• [Record extracts]
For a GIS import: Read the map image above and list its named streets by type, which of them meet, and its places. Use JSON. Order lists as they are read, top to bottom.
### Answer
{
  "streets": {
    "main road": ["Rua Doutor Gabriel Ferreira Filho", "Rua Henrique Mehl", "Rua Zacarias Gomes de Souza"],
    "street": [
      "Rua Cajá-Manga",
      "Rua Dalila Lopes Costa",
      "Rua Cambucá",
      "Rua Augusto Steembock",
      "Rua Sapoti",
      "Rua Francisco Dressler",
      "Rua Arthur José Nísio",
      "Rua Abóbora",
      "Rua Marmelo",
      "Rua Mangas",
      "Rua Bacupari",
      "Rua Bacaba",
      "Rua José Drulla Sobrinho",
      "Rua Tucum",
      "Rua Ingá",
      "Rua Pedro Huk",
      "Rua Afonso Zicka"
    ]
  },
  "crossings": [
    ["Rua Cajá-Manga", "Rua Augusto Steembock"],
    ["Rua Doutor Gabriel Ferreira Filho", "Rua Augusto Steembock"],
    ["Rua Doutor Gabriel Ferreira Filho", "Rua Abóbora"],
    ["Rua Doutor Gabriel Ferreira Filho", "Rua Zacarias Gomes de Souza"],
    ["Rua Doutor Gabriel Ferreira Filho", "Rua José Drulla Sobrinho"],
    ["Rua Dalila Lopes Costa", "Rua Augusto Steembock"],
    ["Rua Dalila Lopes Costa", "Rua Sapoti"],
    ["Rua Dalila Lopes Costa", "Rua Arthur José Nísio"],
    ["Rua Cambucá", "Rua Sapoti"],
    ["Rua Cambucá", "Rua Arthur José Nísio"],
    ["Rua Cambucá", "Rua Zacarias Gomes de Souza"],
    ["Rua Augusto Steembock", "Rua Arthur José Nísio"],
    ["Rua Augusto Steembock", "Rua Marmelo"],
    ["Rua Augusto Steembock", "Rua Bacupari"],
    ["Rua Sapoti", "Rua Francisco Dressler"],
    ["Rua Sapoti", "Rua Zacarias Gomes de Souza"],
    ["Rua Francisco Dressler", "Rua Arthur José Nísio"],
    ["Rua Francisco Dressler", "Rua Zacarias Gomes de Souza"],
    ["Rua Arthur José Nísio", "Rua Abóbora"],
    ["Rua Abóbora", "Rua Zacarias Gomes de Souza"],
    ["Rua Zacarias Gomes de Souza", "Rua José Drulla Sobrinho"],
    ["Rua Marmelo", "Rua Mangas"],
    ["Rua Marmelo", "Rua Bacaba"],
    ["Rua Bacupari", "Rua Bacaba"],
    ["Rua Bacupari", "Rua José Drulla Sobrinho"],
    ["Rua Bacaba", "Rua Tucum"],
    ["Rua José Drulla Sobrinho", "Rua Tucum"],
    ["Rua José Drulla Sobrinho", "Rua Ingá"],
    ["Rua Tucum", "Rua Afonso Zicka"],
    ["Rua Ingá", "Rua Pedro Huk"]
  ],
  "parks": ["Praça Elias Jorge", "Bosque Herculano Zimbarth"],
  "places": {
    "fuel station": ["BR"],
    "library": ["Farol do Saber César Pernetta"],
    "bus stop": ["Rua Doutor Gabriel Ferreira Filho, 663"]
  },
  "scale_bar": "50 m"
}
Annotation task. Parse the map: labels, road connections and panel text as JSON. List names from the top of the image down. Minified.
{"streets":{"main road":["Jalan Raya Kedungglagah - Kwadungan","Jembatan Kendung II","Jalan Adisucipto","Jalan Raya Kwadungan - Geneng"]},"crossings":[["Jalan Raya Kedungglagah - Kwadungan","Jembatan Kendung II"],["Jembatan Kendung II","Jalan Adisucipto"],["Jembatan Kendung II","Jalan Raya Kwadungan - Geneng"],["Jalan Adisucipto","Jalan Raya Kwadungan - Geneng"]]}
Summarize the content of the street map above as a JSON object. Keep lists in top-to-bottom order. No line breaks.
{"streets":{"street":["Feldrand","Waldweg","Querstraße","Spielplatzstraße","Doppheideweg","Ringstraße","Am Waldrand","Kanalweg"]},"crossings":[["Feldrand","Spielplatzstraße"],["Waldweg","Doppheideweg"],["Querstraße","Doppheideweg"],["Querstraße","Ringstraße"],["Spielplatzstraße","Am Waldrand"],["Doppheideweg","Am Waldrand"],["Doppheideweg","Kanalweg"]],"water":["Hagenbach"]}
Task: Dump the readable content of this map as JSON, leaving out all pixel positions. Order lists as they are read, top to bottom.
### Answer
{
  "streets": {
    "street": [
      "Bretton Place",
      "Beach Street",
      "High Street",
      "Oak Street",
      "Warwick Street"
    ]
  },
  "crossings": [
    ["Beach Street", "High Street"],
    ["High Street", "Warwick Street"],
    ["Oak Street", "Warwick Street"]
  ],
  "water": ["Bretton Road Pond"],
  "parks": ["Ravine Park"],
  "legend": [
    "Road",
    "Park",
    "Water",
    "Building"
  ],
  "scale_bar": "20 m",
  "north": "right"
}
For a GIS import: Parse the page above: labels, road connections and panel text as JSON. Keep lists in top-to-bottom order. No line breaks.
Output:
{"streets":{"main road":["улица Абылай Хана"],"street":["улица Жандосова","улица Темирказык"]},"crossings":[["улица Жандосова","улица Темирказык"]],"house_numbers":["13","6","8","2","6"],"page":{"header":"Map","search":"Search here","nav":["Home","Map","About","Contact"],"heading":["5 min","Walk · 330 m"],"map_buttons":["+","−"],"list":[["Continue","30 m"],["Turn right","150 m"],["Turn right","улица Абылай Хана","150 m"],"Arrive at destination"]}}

• [Exercise]
From the data above, copy each line that holds "Dalila".

• [Result]
      "Rua Dalila Lopes Costa",
    ["Rua Dalila Lopes Costa", "Rua Augusto Steembock"],
    ["Rua Dalila Lopes Costa", "Rua Sapoti"],
    ["Rua Dalila Lopes Costa", "Rua Arthur José Nísio"],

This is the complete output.